AIM OF THE EXERCISE
If a line in the data has the string "body", please show it.

Records excerpted from a collection
-=-=-

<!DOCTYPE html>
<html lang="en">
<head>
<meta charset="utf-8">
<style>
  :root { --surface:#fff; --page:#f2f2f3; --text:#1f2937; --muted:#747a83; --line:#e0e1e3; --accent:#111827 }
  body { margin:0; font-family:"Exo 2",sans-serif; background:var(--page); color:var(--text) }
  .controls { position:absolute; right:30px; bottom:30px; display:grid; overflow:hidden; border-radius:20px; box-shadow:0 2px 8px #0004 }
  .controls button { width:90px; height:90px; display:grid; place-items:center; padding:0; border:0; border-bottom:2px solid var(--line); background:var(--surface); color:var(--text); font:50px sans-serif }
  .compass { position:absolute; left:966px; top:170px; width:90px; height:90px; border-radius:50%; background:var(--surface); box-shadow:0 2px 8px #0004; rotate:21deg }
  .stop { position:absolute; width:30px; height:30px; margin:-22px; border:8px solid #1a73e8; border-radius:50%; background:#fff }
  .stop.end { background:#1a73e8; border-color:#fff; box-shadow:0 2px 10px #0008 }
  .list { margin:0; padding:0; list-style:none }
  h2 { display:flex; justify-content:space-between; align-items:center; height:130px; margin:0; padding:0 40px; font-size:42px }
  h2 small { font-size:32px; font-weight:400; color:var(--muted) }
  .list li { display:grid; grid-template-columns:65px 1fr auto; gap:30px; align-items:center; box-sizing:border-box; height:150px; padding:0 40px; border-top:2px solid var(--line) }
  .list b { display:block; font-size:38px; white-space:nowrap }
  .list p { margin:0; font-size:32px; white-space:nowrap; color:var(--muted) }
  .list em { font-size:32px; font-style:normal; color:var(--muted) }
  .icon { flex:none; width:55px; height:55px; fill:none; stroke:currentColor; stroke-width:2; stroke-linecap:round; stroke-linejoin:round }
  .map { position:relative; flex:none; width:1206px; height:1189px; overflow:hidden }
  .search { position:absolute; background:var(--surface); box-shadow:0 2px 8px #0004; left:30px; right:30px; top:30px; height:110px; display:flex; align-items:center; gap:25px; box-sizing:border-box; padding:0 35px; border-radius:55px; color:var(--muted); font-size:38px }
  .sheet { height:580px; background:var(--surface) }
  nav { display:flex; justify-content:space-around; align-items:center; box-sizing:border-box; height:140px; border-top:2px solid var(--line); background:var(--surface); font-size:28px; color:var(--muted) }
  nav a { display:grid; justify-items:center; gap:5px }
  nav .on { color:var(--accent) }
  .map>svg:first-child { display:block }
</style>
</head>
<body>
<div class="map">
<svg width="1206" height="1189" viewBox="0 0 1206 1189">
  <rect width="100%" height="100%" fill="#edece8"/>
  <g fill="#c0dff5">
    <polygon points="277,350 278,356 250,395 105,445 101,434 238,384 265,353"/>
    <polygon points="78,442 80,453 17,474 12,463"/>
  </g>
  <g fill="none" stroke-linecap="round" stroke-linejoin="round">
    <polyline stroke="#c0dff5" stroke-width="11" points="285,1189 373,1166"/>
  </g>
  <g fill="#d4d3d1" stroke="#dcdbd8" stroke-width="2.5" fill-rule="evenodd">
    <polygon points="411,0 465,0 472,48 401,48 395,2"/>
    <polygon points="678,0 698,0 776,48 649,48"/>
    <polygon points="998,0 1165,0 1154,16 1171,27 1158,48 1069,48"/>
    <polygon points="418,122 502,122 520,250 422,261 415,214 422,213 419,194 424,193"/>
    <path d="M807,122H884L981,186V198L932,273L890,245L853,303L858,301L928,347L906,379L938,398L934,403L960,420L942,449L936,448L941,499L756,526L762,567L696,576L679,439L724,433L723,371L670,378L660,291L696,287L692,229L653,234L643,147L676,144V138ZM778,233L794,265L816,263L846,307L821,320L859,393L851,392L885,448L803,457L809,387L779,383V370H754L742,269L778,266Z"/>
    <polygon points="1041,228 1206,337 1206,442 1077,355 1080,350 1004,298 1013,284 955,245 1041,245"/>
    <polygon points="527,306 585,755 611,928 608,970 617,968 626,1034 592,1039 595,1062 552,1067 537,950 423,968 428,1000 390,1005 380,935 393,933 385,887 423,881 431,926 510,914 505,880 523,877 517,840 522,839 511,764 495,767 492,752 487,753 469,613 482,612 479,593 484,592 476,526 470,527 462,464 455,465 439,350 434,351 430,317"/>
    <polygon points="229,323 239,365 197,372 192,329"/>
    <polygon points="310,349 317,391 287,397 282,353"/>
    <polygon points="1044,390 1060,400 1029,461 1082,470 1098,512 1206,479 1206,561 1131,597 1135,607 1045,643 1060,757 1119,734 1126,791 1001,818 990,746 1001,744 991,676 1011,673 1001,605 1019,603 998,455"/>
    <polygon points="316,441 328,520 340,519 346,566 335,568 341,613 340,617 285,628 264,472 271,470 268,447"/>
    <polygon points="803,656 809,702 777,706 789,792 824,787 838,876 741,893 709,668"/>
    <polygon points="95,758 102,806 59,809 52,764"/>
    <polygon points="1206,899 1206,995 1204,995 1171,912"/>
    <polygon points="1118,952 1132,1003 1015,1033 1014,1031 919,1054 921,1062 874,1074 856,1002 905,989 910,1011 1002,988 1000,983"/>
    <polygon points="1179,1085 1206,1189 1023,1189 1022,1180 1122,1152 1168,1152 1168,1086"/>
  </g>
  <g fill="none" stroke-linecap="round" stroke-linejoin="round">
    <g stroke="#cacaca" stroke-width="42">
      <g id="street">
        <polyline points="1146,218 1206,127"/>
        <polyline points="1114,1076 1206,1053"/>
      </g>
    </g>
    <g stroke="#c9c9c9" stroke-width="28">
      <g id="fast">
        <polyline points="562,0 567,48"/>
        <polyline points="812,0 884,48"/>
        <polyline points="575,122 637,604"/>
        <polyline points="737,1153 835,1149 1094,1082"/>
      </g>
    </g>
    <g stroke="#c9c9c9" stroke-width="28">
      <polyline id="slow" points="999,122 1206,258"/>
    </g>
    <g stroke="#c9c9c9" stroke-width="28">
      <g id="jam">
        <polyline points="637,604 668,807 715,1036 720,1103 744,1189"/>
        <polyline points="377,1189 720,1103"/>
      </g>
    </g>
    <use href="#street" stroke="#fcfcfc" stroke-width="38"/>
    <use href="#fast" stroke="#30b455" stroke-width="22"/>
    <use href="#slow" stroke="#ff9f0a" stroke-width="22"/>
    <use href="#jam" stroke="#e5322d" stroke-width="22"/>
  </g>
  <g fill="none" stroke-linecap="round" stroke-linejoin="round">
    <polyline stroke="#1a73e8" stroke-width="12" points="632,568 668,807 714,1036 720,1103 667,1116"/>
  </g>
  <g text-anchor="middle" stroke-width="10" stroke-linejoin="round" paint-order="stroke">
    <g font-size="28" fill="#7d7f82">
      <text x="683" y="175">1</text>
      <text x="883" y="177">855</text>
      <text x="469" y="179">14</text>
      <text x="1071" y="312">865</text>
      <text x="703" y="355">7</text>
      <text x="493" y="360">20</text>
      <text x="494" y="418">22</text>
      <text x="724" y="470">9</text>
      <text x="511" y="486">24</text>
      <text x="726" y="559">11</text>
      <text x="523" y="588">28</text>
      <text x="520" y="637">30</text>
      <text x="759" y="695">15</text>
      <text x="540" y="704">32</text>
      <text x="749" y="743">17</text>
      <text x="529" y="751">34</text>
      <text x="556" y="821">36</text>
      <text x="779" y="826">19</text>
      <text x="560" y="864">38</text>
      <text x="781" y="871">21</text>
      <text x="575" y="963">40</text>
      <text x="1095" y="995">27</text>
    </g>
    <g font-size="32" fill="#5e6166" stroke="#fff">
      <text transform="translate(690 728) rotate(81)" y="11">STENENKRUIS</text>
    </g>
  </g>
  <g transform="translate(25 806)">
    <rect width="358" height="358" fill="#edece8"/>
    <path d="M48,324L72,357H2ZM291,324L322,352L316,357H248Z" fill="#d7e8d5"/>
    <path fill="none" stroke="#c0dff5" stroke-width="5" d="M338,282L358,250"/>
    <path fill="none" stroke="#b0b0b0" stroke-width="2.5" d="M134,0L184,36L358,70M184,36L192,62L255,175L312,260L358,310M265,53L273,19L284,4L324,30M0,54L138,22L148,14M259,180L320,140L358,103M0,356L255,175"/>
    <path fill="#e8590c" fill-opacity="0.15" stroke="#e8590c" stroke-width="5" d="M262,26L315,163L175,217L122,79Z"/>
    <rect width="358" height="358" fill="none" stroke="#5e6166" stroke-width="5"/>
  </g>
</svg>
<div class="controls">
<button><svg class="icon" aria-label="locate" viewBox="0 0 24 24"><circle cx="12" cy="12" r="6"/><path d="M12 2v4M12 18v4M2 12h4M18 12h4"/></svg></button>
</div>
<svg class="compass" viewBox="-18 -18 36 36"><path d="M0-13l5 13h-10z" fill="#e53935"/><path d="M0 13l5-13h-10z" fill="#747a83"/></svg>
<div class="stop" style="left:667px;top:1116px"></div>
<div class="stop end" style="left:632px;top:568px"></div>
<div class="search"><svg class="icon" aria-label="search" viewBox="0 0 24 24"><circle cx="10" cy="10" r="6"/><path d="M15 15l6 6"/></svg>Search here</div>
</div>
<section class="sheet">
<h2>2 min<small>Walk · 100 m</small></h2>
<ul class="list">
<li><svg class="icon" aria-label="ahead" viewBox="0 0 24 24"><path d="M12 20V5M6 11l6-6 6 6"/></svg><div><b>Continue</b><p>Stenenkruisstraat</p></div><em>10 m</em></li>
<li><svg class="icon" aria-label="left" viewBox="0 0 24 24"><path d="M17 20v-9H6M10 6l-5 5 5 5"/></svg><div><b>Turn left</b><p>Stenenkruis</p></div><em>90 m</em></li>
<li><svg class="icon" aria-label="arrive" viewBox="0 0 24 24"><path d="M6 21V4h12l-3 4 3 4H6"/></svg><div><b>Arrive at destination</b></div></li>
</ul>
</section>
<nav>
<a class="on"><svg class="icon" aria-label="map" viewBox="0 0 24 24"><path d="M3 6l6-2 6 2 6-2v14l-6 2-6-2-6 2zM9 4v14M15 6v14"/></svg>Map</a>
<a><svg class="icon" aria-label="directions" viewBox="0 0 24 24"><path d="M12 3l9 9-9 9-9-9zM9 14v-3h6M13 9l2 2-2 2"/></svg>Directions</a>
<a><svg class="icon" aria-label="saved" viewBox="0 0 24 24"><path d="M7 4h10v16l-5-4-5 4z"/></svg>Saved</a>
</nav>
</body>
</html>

-=-=-

OUTPUT FOR THIS EXERCISE
  body { margin:0; font-family:"Exo 2",sans-serif; background:var(--page); color:var(--text) }
<body>
</body>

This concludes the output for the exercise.